Ask end users, managers and executives what they think of their IT departments, and you’re likely to get one of three responses. One segment of users, maybe the largest group, is neutral. They don’t have strong feelings about IT. Yes, they’ll tell you, those people in IT must be doing something, but no one here really knows what it is. Probably writing programs, fixing PCs when they break, that sort of thing.
Then there’s another group of users who can’t say enough good things about the IT department. These are users who really like the IT people. They’ll tell you stories about problems solved, projects saved and miracles worked. They may not know what the IT shop actually does either — but they can tell you what IT has done for them.
And then there’s the third group of users. They have some choice words to describe IT people too, but solved and saved and miracles aren’t part of their vocabulary. Arrogant is, though. So are high-handed and inflexible and uncooperative.
Guess which group will be quickest to jump on the outsourcing and offshoring bandwagon?
The official explanation will always be that it’s about money: cost savings from offshoring application development. Increased efficiency from outsourcing operations and the help desk. Happier investors because of the reduced head count.
But if it feels like upper management is sticking it to IT, that just may be what’s happening.
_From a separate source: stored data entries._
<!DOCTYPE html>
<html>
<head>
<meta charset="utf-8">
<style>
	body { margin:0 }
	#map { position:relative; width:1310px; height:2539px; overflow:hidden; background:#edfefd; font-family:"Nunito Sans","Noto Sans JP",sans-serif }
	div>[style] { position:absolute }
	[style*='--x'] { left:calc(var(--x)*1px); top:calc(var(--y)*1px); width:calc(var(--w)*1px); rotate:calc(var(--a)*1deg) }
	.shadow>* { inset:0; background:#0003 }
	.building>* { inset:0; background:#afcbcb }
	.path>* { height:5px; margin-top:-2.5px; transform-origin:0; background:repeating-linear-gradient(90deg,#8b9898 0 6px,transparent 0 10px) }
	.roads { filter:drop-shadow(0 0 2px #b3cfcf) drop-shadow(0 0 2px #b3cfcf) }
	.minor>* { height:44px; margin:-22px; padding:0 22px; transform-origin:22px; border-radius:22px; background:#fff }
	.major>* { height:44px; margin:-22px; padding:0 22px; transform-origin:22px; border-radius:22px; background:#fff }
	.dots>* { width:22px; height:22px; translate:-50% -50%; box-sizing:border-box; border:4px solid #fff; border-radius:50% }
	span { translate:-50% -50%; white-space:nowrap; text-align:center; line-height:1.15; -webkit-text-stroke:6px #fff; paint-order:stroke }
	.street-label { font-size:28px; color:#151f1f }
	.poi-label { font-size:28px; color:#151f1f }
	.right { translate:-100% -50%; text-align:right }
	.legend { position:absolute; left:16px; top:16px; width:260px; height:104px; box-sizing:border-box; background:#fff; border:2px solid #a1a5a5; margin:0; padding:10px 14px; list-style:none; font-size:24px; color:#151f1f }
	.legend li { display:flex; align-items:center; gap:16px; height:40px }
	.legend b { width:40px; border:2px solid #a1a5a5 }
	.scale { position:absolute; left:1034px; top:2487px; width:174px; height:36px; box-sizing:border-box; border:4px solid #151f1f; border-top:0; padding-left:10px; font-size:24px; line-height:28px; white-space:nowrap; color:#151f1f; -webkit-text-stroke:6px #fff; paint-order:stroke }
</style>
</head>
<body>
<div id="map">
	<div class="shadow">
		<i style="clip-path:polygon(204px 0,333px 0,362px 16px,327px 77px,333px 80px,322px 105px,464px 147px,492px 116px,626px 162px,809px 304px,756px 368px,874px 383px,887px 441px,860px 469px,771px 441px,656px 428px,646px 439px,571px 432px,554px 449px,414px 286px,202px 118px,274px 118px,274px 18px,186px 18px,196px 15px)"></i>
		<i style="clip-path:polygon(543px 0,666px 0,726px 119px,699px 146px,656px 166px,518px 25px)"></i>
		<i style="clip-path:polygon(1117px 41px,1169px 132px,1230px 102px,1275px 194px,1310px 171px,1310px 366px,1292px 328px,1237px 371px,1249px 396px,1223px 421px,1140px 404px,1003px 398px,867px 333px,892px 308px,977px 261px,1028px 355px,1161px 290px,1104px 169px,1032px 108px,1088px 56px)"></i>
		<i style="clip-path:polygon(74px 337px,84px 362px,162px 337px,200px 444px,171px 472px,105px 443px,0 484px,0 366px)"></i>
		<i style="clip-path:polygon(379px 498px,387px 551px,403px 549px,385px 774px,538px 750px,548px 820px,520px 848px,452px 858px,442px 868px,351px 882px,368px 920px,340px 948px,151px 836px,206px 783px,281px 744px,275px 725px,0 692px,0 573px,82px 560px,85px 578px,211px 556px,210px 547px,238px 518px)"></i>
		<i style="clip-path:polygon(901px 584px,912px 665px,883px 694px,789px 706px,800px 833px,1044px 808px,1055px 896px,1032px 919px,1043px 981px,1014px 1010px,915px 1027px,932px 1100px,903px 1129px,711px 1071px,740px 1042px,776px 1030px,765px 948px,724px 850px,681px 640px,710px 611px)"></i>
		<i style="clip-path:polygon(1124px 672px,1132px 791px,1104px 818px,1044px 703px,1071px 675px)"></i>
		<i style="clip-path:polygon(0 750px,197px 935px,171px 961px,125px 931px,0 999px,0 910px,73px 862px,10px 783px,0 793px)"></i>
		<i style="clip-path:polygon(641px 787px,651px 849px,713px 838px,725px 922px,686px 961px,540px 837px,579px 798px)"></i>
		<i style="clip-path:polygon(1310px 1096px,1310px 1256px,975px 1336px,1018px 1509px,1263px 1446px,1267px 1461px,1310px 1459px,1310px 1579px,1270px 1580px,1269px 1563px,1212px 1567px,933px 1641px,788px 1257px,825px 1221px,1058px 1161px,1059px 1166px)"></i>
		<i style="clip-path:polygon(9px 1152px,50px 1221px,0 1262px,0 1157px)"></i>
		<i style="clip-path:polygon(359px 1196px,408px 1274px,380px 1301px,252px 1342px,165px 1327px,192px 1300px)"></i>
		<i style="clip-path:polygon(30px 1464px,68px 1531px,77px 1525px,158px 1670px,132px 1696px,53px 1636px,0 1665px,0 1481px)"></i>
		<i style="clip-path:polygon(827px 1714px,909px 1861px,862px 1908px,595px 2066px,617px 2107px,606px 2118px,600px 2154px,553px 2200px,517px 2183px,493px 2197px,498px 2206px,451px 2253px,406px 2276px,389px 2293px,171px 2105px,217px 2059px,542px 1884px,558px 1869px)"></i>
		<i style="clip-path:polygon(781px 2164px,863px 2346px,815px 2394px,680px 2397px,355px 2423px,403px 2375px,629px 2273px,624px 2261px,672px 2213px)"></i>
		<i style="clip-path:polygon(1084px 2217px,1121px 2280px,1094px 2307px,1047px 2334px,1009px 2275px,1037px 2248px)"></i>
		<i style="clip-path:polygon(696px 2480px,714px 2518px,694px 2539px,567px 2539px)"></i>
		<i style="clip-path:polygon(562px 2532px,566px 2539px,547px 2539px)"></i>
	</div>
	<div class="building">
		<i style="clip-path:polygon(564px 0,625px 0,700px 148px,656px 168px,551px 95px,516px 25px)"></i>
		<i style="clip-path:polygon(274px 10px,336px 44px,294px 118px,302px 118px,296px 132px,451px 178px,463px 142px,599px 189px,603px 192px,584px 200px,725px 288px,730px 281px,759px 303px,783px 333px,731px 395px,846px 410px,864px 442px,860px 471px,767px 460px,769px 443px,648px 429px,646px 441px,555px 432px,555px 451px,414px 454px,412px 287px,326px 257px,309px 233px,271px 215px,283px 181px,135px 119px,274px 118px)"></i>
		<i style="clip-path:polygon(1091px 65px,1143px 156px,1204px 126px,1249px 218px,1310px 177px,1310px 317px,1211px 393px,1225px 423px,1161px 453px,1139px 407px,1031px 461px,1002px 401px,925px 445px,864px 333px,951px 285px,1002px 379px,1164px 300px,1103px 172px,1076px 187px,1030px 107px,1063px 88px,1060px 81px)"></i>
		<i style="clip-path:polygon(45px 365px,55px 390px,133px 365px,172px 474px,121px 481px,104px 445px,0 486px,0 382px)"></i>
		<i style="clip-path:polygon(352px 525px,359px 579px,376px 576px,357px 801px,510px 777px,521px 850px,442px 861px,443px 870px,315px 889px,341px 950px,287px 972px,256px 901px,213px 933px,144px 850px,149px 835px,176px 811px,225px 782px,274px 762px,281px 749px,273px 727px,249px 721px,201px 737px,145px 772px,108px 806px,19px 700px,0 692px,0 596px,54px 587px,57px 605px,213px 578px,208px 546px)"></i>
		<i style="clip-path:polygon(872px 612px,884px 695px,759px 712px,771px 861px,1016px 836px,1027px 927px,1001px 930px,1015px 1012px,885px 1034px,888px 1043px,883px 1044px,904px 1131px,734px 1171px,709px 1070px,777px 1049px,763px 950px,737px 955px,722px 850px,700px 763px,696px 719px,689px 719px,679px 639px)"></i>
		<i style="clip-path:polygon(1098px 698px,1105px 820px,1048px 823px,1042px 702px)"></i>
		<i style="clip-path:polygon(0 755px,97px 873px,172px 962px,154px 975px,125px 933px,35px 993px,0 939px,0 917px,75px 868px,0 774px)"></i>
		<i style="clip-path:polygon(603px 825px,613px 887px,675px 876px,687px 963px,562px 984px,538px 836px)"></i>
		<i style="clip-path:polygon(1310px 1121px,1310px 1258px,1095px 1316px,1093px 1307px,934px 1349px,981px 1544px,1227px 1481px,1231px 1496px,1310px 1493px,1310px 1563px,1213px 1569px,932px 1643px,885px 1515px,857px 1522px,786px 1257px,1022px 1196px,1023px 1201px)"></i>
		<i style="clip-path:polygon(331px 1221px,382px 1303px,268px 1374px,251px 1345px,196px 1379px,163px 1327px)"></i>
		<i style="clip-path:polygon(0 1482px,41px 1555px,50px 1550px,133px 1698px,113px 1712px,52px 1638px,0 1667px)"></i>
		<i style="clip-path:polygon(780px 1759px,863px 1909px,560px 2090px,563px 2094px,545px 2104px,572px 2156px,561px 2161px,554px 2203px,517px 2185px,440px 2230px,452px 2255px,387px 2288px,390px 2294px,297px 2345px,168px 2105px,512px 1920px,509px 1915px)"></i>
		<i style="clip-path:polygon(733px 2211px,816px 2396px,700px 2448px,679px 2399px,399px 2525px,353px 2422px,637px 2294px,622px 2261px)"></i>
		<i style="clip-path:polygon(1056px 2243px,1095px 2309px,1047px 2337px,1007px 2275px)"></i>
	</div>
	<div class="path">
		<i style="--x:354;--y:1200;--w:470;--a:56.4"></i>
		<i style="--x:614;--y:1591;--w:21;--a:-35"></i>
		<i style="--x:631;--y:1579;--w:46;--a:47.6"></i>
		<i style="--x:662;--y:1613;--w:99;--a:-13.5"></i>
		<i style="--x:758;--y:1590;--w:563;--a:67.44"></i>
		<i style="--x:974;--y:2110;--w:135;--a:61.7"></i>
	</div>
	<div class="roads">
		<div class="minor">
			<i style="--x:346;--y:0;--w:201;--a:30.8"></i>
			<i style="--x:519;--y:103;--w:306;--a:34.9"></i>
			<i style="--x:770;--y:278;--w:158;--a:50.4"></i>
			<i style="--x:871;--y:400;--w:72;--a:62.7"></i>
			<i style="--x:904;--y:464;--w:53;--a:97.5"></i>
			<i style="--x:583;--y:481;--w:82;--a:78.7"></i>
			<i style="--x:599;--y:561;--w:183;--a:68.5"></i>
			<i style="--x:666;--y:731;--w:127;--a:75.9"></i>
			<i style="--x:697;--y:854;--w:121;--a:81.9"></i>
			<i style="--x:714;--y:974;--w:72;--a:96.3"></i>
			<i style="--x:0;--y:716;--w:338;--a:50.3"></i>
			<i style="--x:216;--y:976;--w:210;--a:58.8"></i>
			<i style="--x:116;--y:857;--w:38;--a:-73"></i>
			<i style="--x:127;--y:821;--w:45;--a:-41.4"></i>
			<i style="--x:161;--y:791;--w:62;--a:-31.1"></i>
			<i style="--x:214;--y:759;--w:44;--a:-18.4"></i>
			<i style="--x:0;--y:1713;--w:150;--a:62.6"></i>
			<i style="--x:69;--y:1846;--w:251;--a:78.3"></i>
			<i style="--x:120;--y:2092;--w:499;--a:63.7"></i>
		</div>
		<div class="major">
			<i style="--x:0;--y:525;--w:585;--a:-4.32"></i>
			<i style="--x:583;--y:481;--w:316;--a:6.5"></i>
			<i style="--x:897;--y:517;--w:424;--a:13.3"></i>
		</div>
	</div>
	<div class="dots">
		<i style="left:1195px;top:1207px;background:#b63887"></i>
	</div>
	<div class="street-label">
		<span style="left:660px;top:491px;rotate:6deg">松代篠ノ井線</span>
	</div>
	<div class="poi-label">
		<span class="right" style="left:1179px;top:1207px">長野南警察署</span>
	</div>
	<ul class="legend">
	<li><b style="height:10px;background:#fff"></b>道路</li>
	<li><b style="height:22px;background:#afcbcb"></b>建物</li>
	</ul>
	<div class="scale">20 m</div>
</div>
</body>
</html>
And if you can step back from the situation, it’s easy to understand. Lots of those business people have felt like the IT department has been sticking it to them for years. But they were stuck with IT. There was no way to get rid of those arrogant, high-handed blankety-blanks in the IT shop.
Until now, that is.
And now that there’s finally a way to do it, they will. Even if it means buying into improbably optimistic estimates of cost savings and unlikely claims of quality and effectiveness from outsourcers. Maybe it’s all wishful thinking — but after years of feeling like hostages to the IT shop, what these executives and managers mainly wish is to dump their IT departments.
Is that ugly? Sure. Unfair? Maybe. But if a CEO doesn’t value what the IT department does, and non-IT executives and managers down the line don’t have anything good to say about IT, maybe that really does define how much value the IT shop has for that business.
If that’s the case with your IT shop, you have a problem — one it may be too late to solve.
Of course, if that’s really your situation, you probably still won’t believe it. After all, outsourcing is no silver bullet. We’re IT. They need us. They can’t just get rid of us — and if they try, they’ll regret it.
Perhaps. But consider this: Even if outsourcing turns out to be a horribly wrong decision, it’s still a no-lose situation for executives, managers and users who’ve had it with IT. The old IT department — the one they hated — is gone. If a new IT shop has to be built from scratch, it just might be better this time around.
It’s not a calculation that’s about counting the money. But it certainly is human.